--- Data Enclosed Below ---

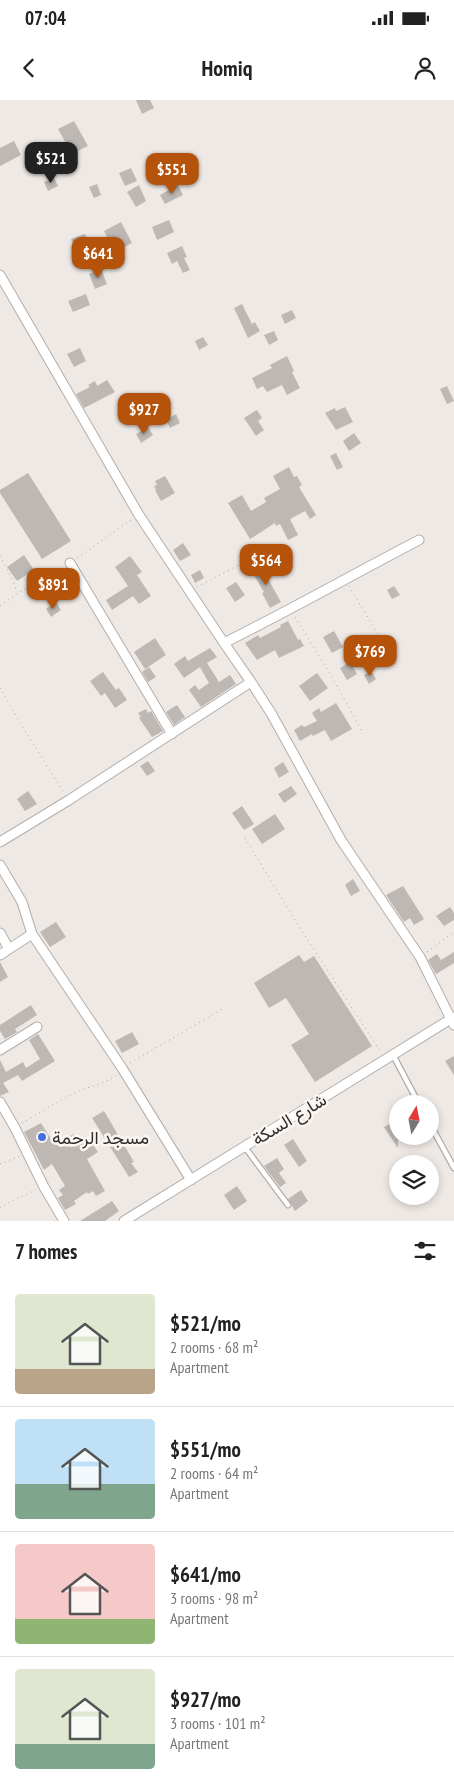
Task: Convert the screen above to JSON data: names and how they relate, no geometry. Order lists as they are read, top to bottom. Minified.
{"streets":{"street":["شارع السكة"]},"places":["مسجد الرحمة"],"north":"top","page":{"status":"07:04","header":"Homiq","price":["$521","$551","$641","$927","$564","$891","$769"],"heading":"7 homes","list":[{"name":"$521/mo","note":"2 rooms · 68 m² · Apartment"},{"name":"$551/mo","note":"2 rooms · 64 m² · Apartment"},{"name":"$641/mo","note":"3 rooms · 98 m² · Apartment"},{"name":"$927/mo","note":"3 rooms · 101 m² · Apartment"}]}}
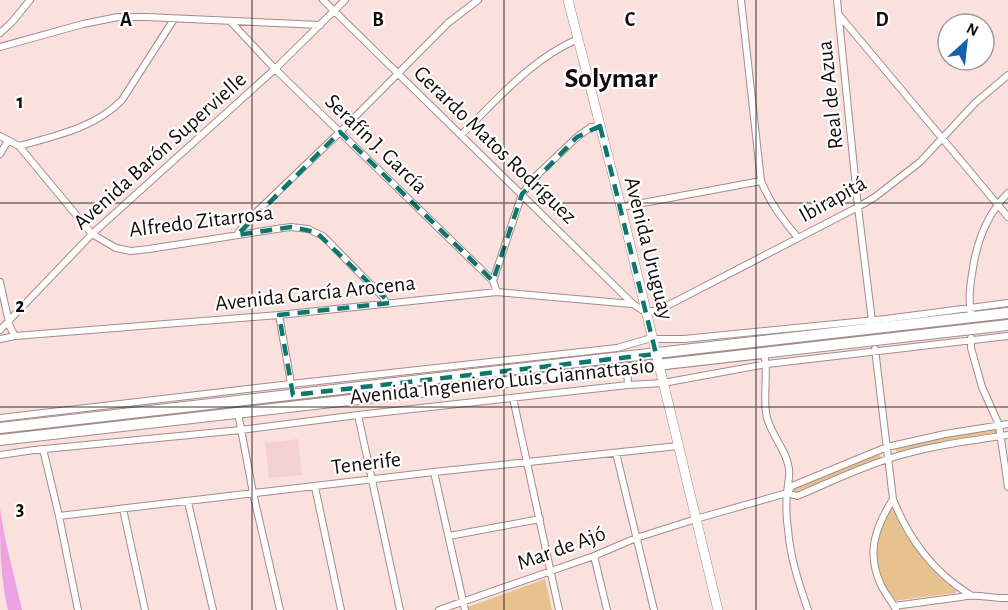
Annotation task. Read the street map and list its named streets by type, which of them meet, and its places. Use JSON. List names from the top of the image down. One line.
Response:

--- End of Enclosed Data ---

Print the material again, unchanged, without its pictures.

Task result>
Task: Convert the screen above to JSON data: names and how they relate, no geometry. Order lists as they are read, top to bottom. Minified.
{"streets":{"street":["شارع السكة"]},"places":["مسجد الرحمة"],"north":"top","page":{"status":"07:04","header":"Homiq","price":["$521","$551","$641","$927","$564","$891","$769"],"heading":"7 homes","list":[{"name":"$521/mo","note":"2 rooms · 68 m² · Apartment"},{"name":"$551/mo","note":"2 rooms · 64 m² · Apartment"},{"name":"$641/mo","note":"3 rooms · 98 m² · Apartment"},{"name":"$927/mo","note":"3 rooms · 101 m² · Apartment"}]}}
Annotation task. Read the street map and list its named streets by type, which of them meet, and its places. Use JSON. List names from the top of the image down. One line.
Response:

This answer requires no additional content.